Evidence for adaptive evolution towards high magnetic sensitivity of potential magnetoreceptor in songbirds

Abstract

AbstractMigratory birds possess remarkable accuracy in orientation and navigation, which involves various compass systems including the magnetic compass. Identifying the primary magnetosensor remains a fundamental open question. Cryptochromes (Cry) have been shown to be magnetically sensitive, specifically Cry4 shows enhanced magnetic sensitivity in migratory songbirds compared to resident species. Here, we investigate cryptochromes and their potential involvement in magnetoreception in a phylogenetic framework, integrating molecular evolutionary analyses with protein dynamics modeling.

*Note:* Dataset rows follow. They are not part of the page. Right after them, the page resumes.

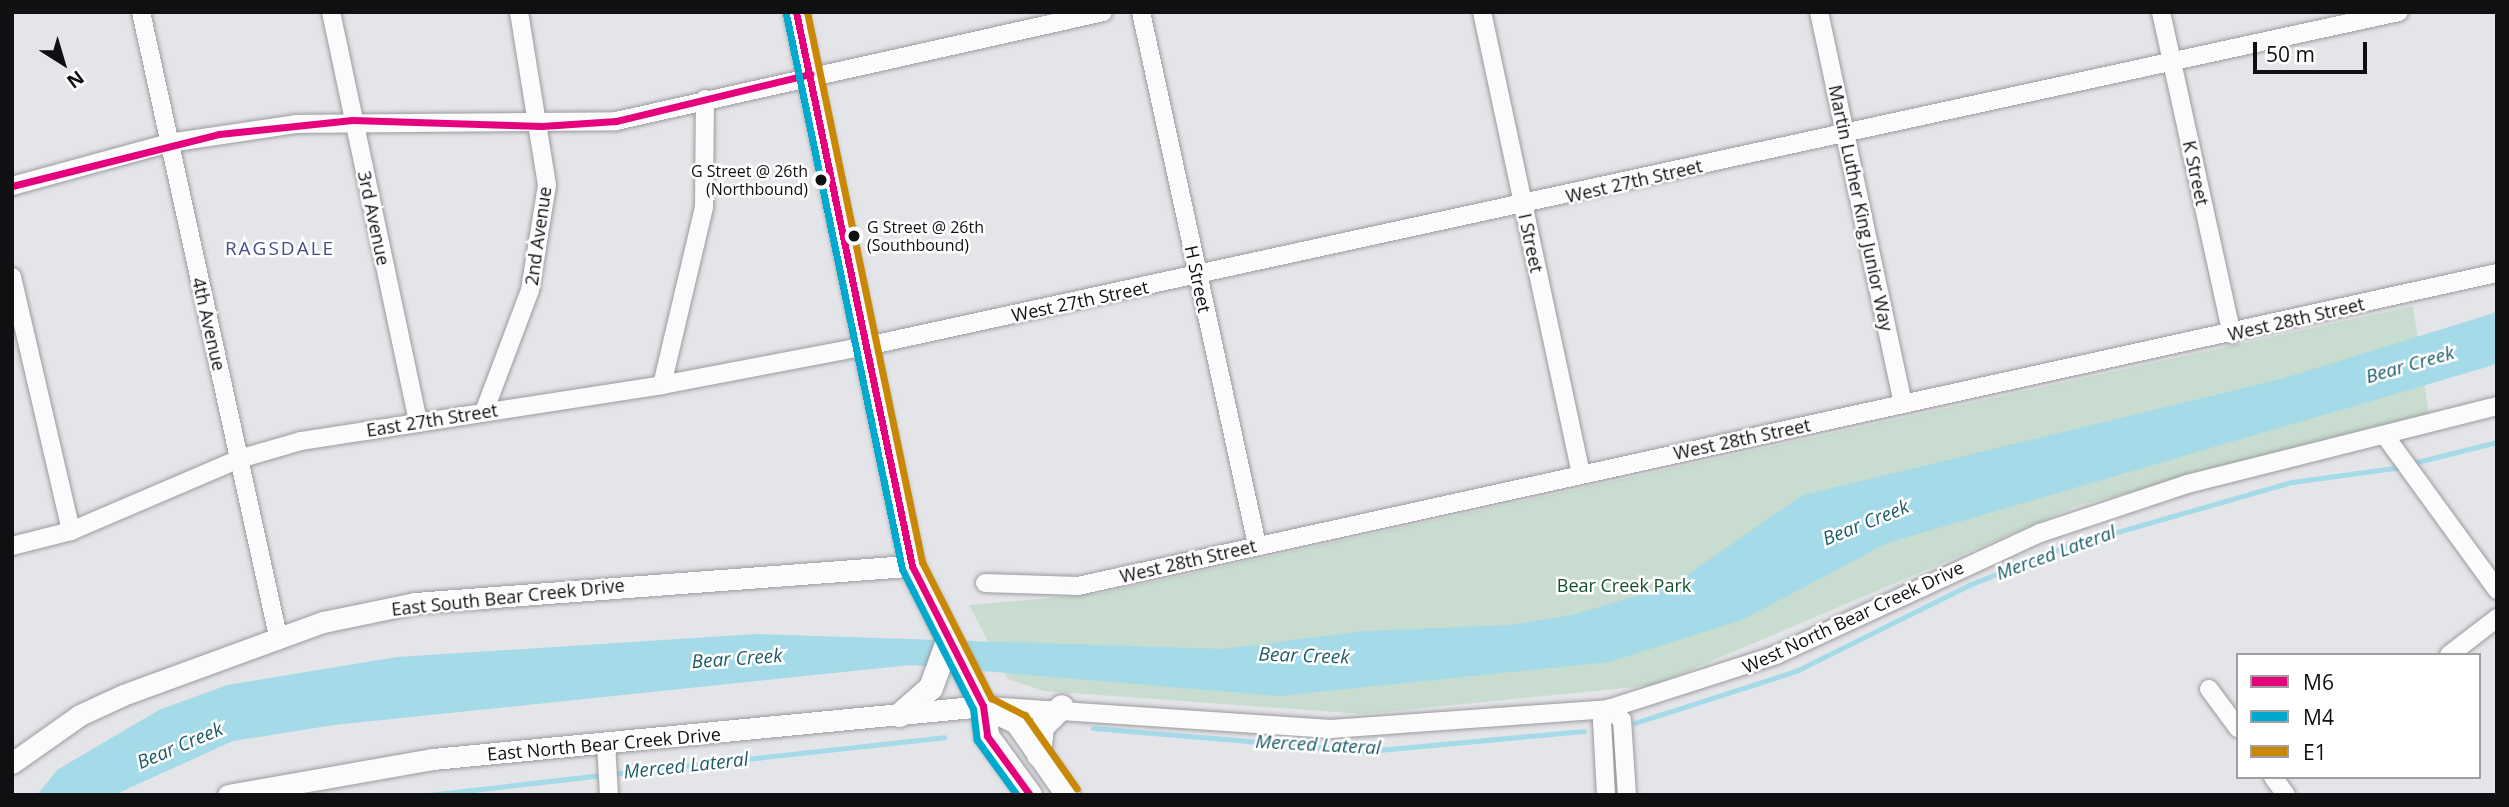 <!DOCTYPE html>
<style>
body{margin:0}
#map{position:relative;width:2509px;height:807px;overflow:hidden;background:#e4e5e9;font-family:"Open Sans",sans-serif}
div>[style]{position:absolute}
.green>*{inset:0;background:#c8dccf}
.water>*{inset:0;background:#a5dae8}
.stream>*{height:4.5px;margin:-2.25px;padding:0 2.25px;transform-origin:2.25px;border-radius:2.25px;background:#a5dae8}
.roads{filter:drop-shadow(0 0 2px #9a9b9e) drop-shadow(0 0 2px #9a9b9e)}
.minor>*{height:18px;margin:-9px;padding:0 9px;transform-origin:9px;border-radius:9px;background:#fbfbfc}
.tertiary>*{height:21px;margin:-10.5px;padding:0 10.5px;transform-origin:10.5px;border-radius:10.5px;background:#fbfbfc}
.secondary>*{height:24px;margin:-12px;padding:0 12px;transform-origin:12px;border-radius:12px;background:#fbfbfc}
.bus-1>*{height:7px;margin:-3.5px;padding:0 3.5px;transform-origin:3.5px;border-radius:3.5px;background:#e5007d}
.bus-2>*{height:7px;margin:-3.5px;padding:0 3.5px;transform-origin:3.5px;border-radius:3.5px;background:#00a9ce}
.bus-3>*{height:7px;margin:-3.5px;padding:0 3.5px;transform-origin:3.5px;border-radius:3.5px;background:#c98804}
.dots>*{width:19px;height:19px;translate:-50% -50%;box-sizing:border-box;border:4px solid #fff;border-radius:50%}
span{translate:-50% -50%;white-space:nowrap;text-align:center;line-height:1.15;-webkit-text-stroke:5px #fff;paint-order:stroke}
.bus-label{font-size:16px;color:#0f1012}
.right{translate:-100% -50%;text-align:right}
.left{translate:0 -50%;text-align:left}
.street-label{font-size:18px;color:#0f1012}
.park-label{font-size:18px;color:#14512d}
.neighbourhood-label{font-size:19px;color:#434d8a;letter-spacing:2px}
.water-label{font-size:19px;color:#1e5b69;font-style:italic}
.frame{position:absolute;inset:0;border:14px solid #0f1012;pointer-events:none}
.legend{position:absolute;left:2236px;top:653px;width:245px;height:126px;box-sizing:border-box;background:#fff;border:2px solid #9f9fa0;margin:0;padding:9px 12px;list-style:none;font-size:21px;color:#0f1012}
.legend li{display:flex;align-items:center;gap:14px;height:35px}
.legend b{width:35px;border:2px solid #9f9fa0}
.north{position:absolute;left:28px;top:28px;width:70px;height:70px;-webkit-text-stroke:5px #fff;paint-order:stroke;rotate:143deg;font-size:19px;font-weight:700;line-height:28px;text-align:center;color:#0f1012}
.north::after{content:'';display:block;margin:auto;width:24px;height:32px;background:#0f1012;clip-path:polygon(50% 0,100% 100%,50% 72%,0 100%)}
.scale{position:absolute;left:2253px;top:42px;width:114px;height:32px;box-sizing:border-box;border:4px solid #0f1012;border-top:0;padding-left:9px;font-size:21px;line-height:24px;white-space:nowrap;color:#0f1012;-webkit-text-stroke:5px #fff;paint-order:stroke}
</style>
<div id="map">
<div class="green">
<i style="clip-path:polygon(2413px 306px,2429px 415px,2077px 506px,1655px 685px,1364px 714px,1044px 691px,1008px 679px,969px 605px,1097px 594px)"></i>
</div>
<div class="water">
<i style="clip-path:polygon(2497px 312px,2497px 364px,1887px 543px,1742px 620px,1609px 662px,1279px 696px,910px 665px,334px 725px,233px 741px,114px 795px,37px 795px,57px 770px,159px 710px,227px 685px,397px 657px,756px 634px,1223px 649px,1365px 631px,1511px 625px,1572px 615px,1672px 585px,1803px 495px,2281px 379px)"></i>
</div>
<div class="stream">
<i style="left:2413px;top:463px;width:87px;rotate:-14deg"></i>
<i style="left:1635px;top:723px;width:169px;rotate:-17.9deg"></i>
<i style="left:1796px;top:671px;width:193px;rotate:-26.4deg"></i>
<i style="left:1969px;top:585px;width:103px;rotate:-21.6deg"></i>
<i style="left:2065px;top:547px;width:236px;rotate:-16deg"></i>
<i style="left:2292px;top:482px;width:110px;rotate:-7.8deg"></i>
<i style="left:1093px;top:728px;width:276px;rotate:4.8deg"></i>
<i style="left:1368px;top:751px;width:217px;rotate:-5.3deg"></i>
<i style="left:611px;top:774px;width:335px;rotate:-6.3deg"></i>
<i style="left:429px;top:795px;width:174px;rotate:-6.6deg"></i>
</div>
<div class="roads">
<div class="minor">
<i style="left:141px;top:12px;width:639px;rotate:77.62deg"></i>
<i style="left:331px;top:12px;width:420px;rotate:78deg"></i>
<i style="left:1141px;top:12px;width:545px;rotate:77.72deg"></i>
<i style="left:1482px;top:12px;width:472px;rotate:77.9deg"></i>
<i style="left:1819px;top:12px;width:401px;rotate:77.9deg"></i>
<i style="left:2161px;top:12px;width:330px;rotate:77.6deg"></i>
<i style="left:12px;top:186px;width:163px;rotate:-15.3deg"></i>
<i style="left:169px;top:143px;width:128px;rotate:-8.5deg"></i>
<i style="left:296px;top:124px;width:320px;rotate:-0.5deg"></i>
<i style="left:616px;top:121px;width:499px;rotate:-12.6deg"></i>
<i style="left:12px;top:277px;width:261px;rotate:76.9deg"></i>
<i style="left:662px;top:385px;width:183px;rotate:-76.7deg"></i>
<i style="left:704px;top:207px;width:108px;rotate:-89.5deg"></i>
<i style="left:484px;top:412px;width:130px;rotate:-69.3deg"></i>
<i style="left:530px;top:290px;width:106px;rotate:-80.8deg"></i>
<i style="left:547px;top:185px;width:175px;rotate:-99.2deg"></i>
<i style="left:2386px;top:437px;width:189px;rotate:54deg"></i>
<i style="left:12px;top:546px;width:61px;rotate:-14.3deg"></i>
<i style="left:71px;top:531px;width:183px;rotate:-23.2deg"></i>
<i style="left:239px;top:459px;width:65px;rotate:-16.2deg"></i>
<i style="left:301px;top:441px;width:365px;rotate:-8.8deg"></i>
<i style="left:662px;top:385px;width:209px;rotate:-10.8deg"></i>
<i style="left:867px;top:346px;width:1568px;rotate:-12.3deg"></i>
<i style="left:985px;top:583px;width:93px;rotate:1.8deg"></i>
<i style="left:1078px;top:586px;width:1453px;rotate:-12.44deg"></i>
<i style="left:2449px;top:655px;width:61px;rotate:-37.6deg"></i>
<i style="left:2209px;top:689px;width:49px;rotate:53.4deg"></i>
<i style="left:986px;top:706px;width:346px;rotate:3.8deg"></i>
<i style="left:1331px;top:729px;width:278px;rotate:-4.1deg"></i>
<i style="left:1608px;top:709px;width:176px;rotate:-17.8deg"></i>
<i style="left:1776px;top:655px;width:291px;rotate:-24.8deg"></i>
<i style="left:2040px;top:533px;width:155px;rotate:-18.4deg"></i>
<i style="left:2187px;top:484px;width:320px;rotate:-14.1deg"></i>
<i style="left:606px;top:744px;width:51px;rotate:86.6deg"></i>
<i style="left:2273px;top:777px;width:22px;rotate:54deg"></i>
<i style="left:1606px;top:795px;width:75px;rotate:-93.1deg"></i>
<i style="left:1602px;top:720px;width:13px;rotate:-61deg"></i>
<i style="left:1608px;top:709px;width:18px;rotate:38deg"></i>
<i style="left:1622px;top:720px;width:75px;rotate:86.2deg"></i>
</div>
<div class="tertiary">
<i style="left:12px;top:763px;width:83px;rotate:-35.2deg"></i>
<i style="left:80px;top:715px;width:47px;rotate:-24.9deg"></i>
<i style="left:123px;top:695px;width:213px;rotate:-20.1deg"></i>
<i style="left:323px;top:622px;width:94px;rotate:-11.7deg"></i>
<i style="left:415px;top:603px;width:498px;rotate:-4.3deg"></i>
<i style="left:228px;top:795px;width:208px;rotate:-10deg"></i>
<i style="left:433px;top:759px;width:553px;rotate:-5.5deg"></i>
</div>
<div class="secondary">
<i style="left:796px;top:12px;width:566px;rotate:78.17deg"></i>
<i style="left:912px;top:566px;width:157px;rotate:63.1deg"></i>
<i style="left:983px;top:706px;width:30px;rotate:82deg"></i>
<i style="left:987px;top:736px;width:73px;rotate:53.9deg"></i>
<i style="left:983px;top:706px;width:38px;rotate:25deg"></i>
<i style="left:1017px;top:722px;width:89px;rotate:55.1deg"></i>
<i style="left:900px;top:715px;width:41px;rotate:-41.1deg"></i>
<i style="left:931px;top:688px;width:47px;rotate:-70deg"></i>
<i style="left:1039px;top:755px;width:28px;rotate:-84deg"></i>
<i style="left:1042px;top:727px;width:28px;rotate:-45deg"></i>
</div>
</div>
<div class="bus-1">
<i style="left:796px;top:12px;width:566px;rotate:78.17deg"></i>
<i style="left:912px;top:566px;width:157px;rotate:63.1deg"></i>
<i style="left:983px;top:706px;width:30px;rotate:82deg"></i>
<i style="left:987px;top:736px;width:73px;rotate:53.9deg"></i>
<i style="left:12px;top:186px;width:213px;rotate:-14.1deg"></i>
<i style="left:219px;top:134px;width:134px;rotate:-6deg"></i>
<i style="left:352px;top:120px;width:190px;rotate:1.8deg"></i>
<i style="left:542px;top:126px;width:74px;rotate:-3.9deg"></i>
<i style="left:616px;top:121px;width:200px;rotate:-13.6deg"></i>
</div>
<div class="bus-2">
<i style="left:786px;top:14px;width:567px;rotate:78.19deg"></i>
<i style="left:902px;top:569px;width:157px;rotate:63.1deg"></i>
<i style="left:973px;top:709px;width:31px;rotate:83deg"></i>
<i style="left:977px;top:740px;width:68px;rotate:54deg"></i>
</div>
<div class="bus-3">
<i style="left:807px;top:12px;width:562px;rotate:78.19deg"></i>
<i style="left:922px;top:562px;width:153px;rotate:63.1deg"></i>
<i style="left:991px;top:698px;width:38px;rotate:27deg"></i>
<i style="left:1025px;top:715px;width:90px;rotate:54.9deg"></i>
</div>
<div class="dots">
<i style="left:821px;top:180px;background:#0f1012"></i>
<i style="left:854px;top:236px;background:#0f1012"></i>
</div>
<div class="bus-label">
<span class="right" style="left:808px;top:180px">G Street @ 26th<br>(Northbound)</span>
<span class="left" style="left:867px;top:236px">G Street @ 26th<br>(Southbound)</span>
</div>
<div class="street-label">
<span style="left:2196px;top:173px;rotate:78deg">K Street</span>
<span style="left:1634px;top:181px;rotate:-13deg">West 27th Street</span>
<span style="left:1861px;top:208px;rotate:78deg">Martin Luther King Junior Way</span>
<span style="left:374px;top:218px;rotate:78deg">3rd Avenue</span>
<span style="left:538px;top:236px;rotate:-82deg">2nd Avenue</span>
<span style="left:1531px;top:243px;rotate:78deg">I Street</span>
<span style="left:1198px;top:279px;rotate:78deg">H Street</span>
<span style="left:1080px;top:301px;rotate:-12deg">West 27th Street</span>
<span style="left:2296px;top:319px;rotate:-13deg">West 28th Street</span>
<span style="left:209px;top:324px;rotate:77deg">4th Avenue</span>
<span style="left:432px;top:420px;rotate:-9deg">East 27th Street</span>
<span style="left:1742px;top:439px;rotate:-12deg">West 28th Street</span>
<span style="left:1188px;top:561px;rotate:-13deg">West 28th Street</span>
<span style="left:508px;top:597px;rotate:-6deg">East South Bear Creek Drive</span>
<span style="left:1853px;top:617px;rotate:-25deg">West North Bear Creek Drive</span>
<span style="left:604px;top:744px;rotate:-5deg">East North Bear Creek Drive</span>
</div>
<div class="park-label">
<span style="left:1624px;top:585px">Bear Creek Park</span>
</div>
<div class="neighbourhood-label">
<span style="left:280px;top:249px">RAGSDALE</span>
</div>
<div class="water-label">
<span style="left:2410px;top:365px;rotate:-16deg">Bear Creek</span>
<span style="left:1866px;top:523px;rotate:-22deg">Bear Creek</span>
<span style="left:2056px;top:553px;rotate:-20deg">Merced Lateral</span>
<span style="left:1304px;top:656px;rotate:2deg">Bear Creek</span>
<span style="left:737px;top:659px;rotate:-4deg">Bear Creek</span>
<span style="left:1318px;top:745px;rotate:3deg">Merced Lateral</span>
<span style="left:180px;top:746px;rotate:-23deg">Bear Creek</span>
<span style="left:686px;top:766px;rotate:-6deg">Merced Lateral</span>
</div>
<div class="frame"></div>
<ul class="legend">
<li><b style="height:9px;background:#e5007d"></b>M6</li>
<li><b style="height:9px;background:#00a9ce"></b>M4</li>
<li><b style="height:9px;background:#c98804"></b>E1</li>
</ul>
<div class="north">N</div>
<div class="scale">50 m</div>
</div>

We base our analysis on 363 bird genomes and associate different selection regimes with migratory behaviour. We show that Cry4 is characterized by strong positive selection and high variability, typical characteristics of sensor proteins. We identify key sites that likely facilitated the evolution of a highly optimized sensory protein for night time compass orientation in songbirds and a potential functional shift or specialisation. Additionally, we show that Cry4 was lost in hummingbirds, parrots and Tyranni (Suboscines) and thus identified a natural comparative gene knockout, which can be used to test the function of Cry4 in birds. In contrast, the other two cryptochromes Cry1 and Cry2, were highly conserved in all species, indicating basal, non-sensory functions. Our results strengthen the hypothesised role of Cry4 as sensor protein in (night)-migratory songbirds.